## EXERCISE OBJECTIVE
Every line below that holds "overflow" must be copied.

## ENTRIES SHOWN
►

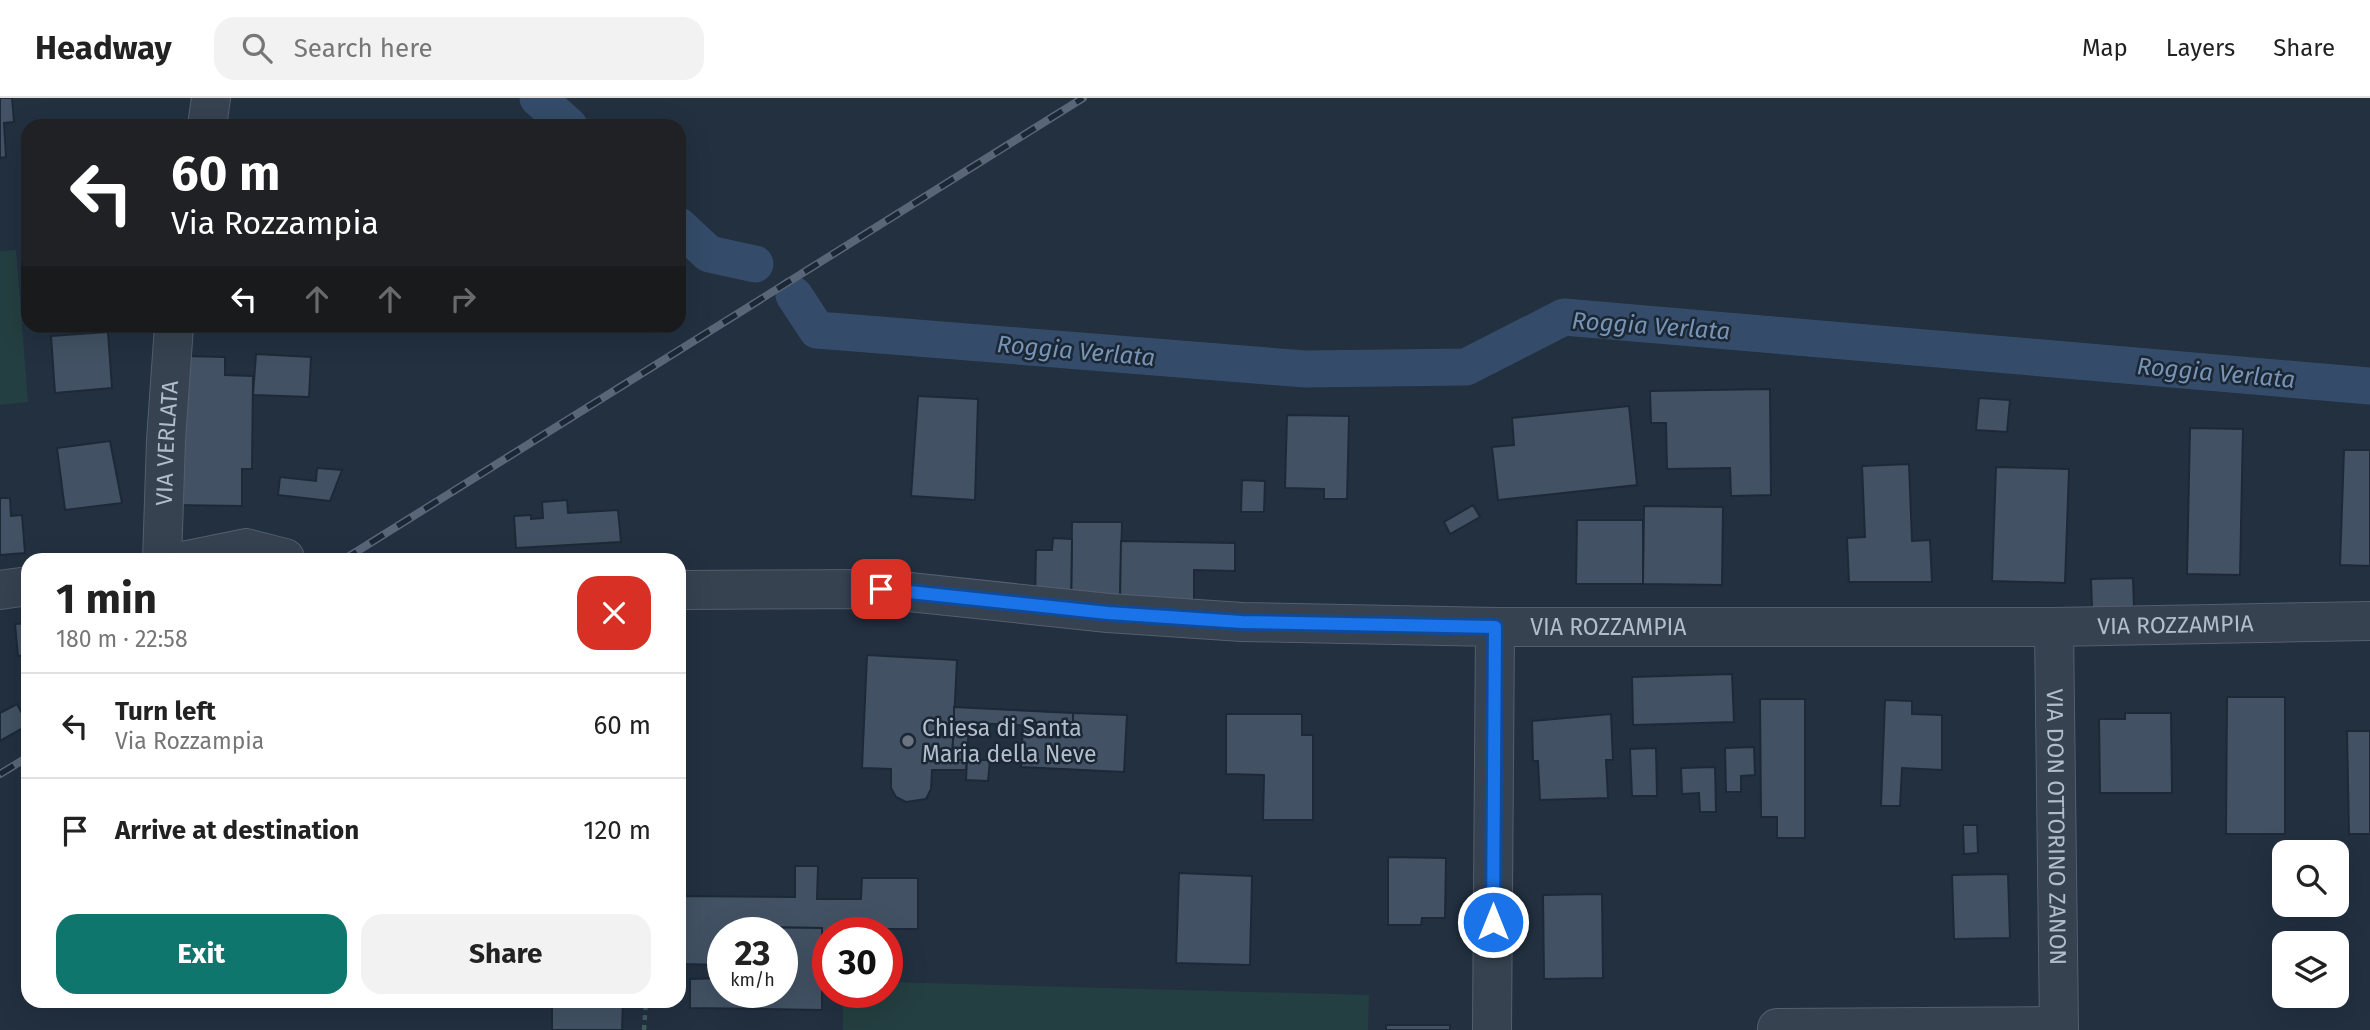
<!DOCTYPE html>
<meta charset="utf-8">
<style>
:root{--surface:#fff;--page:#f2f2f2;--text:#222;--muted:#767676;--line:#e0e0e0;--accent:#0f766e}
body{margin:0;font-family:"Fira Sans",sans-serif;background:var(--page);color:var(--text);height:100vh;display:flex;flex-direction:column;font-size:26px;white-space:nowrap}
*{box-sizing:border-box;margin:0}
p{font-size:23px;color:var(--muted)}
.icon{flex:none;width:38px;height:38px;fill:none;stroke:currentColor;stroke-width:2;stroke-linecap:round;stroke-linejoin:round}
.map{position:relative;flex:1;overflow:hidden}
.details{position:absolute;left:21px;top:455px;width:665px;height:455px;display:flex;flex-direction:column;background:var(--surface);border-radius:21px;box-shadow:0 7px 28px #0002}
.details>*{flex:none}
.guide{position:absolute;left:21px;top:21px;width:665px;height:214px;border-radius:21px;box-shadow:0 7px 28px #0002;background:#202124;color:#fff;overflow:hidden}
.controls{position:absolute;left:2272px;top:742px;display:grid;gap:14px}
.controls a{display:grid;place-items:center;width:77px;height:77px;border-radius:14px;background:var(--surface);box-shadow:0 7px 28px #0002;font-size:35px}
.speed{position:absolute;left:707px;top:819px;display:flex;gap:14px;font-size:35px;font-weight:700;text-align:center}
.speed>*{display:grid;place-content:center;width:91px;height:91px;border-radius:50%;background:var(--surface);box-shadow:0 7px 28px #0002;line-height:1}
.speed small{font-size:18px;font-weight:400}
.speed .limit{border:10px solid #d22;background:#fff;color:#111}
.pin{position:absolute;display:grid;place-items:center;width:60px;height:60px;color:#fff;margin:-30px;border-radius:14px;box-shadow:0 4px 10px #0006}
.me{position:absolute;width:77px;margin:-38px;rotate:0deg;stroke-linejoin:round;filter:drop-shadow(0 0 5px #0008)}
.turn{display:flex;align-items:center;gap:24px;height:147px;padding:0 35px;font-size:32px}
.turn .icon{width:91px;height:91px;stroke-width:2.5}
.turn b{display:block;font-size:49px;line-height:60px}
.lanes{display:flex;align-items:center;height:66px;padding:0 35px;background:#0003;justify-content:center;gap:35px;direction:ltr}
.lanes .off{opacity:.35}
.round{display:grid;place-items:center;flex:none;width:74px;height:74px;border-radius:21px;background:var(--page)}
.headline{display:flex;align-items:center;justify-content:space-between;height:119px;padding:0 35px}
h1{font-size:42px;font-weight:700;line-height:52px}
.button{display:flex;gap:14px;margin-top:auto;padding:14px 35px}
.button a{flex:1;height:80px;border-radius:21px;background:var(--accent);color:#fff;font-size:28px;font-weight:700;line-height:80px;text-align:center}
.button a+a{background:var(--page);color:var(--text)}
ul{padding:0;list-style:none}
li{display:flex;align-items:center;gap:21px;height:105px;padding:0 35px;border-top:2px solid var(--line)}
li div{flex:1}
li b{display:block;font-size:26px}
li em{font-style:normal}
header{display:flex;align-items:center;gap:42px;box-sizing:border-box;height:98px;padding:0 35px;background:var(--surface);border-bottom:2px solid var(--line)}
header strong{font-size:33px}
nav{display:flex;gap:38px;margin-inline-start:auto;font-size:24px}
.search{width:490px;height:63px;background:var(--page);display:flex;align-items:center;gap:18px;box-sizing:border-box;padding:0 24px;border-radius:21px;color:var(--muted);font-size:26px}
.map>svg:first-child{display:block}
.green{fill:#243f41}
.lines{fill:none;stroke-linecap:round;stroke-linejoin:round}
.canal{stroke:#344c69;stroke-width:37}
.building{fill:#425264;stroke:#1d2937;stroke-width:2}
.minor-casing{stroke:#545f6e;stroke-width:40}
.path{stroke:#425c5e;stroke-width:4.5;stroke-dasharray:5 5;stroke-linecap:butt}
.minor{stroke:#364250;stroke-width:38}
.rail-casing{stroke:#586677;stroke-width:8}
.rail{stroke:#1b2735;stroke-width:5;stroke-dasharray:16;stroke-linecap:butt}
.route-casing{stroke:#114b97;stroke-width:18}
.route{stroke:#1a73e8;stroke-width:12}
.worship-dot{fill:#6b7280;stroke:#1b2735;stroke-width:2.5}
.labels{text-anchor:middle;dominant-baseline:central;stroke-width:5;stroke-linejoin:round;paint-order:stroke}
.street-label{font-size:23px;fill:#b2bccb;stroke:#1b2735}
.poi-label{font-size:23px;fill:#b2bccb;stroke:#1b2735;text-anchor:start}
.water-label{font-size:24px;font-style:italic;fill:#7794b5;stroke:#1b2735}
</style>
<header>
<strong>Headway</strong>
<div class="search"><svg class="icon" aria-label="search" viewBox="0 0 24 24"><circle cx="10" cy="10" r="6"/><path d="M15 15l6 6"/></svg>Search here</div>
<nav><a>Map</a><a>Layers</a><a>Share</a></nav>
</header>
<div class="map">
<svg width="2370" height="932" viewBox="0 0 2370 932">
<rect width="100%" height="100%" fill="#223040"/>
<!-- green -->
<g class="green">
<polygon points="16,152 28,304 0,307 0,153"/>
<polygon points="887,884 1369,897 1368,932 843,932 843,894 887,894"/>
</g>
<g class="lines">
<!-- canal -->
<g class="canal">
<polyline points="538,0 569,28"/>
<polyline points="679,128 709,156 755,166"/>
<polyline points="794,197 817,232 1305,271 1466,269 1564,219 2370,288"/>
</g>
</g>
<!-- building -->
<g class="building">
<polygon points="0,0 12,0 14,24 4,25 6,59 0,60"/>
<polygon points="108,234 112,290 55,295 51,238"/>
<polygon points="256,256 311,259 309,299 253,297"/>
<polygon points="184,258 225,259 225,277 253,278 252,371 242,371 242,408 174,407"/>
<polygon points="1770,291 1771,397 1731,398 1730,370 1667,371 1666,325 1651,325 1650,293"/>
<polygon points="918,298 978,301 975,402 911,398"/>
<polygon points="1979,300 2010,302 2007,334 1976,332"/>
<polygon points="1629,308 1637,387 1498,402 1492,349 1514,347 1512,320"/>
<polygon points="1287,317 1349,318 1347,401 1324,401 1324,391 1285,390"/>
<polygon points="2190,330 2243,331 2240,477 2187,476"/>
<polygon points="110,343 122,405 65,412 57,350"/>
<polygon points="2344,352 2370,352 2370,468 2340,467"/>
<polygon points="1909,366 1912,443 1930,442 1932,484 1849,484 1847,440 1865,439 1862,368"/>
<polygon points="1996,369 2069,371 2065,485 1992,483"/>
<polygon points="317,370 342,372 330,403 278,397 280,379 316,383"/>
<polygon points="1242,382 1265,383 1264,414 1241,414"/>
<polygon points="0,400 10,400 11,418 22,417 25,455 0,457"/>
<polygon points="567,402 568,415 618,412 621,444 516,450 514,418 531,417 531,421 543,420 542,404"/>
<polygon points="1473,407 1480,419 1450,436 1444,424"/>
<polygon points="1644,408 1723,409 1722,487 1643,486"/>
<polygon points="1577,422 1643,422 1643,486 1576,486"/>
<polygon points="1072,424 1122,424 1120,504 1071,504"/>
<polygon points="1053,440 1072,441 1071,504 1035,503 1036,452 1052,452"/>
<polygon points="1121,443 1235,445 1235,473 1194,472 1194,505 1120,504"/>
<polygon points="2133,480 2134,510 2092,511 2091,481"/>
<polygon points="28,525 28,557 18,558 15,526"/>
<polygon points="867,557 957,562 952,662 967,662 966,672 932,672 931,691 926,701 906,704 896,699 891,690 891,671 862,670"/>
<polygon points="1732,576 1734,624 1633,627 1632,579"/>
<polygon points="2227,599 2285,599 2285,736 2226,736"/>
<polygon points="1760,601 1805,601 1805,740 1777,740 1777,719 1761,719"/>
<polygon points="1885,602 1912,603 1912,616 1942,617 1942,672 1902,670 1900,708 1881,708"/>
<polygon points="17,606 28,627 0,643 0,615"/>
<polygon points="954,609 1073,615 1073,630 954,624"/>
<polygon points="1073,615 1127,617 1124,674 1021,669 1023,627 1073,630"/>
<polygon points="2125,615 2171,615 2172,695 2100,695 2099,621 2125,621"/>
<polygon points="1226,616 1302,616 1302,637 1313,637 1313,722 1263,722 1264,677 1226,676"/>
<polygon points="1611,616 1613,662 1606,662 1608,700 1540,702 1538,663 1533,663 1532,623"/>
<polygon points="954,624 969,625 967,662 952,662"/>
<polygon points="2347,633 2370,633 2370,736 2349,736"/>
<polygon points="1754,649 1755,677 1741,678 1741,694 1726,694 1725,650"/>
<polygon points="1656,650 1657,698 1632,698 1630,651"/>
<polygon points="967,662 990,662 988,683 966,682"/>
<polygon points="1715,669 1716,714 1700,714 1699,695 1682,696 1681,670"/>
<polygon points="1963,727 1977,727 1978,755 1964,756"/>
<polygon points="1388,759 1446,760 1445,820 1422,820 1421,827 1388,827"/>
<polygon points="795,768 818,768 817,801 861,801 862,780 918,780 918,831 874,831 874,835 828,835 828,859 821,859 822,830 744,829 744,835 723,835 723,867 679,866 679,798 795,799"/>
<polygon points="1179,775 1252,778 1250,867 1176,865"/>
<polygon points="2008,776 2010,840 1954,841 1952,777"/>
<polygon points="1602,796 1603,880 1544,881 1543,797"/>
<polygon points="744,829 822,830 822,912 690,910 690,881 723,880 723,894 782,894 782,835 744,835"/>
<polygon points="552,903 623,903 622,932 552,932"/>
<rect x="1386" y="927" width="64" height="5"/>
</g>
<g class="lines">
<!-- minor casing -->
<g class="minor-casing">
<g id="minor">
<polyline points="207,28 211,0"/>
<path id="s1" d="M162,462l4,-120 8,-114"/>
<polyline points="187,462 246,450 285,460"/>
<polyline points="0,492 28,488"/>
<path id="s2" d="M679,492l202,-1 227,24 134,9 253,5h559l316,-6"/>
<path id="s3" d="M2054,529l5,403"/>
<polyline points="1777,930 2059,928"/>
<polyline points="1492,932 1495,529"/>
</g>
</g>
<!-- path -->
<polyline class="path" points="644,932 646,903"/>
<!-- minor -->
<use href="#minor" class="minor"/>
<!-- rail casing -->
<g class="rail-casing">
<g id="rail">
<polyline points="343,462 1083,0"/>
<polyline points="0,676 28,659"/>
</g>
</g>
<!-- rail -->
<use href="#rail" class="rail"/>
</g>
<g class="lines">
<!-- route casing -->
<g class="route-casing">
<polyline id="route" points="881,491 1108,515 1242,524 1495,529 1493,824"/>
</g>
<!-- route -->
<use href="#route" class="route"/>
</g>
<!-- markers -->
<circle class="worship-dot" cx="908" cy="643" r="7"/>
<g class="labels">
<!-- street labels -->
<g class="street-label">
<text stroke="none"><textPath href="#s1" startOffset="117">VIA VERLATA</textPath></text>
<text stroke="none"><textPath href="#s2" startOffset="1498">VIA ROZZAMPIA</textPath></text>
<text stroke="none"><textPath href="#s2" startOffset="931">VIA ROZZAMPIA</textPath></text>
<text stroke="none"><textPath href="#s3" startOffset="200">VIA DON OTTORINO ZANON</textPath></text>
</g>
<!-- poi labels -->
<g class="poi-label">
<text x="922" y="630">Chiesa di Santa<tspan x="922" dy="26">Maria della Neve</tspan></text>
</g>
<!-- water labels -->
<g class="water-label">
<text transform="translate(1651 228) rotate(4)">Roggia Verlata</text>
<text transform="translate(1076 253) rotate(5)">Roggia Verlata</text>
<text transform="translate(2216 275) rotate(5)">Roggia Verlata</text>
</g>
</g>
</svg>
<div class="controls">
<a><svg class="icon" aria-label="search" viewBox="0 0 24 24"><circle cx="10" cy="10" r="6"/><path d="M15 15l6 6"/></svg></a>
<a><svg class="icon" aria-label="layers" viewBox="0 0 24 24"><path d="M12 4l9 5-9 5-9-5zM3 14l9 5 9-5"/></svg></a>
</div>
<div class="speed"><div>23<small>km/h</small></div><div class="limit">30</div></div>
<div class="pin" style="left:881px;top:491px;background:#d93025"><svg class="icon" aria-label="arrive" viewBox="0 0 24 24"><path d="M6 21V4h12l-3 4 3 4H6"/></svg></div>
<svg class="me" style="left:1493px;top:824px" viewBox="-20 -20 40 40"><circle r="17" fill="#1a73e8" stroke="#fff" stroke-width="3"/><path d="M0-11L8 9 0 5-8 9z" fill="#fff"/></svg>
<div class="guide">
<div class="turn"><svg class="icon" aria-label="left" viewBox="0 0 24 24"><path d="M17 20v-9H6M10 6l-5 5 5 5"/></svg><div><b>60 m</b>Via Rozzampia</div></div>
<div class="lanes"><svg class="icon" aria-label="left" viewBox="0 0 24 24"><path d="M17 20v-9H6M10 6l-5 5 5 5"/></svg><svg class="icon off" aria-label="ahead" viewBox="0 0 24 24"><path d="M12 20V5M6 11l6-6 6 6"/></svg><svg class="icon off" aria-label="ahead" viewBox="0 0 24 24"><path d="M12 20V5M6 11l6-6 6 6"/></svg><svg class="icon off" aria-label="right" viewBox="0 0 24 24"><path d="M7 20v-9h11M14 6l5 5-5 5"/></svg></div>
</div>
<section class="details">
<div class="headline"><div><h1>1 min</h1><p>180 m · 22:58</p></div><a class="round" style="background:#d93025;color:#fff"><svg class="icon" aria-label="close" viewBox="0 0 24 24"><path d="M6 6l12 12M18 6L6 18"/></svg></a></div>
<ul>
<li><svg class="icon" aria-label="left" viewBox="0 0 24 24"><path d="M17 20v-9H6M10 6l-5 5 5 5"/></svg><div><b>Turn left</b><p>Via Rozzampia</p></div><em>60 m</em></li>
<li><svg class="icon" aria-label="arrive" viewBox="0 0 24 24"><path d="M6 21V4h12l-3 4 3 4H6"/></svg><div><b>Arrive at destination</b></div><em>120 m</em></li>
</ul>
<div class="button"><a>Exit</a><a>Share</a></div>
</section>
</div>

◄

## SOLUTION
.map{position:relative;flex:1;overflow:hidden}
.guide{position:absolute;left:21px;top:21px;width:665px;height:214px;border-radius:21px;box-shadow:0 7px 28px #0002;background:#202124;color:#fff;overflow:hidden}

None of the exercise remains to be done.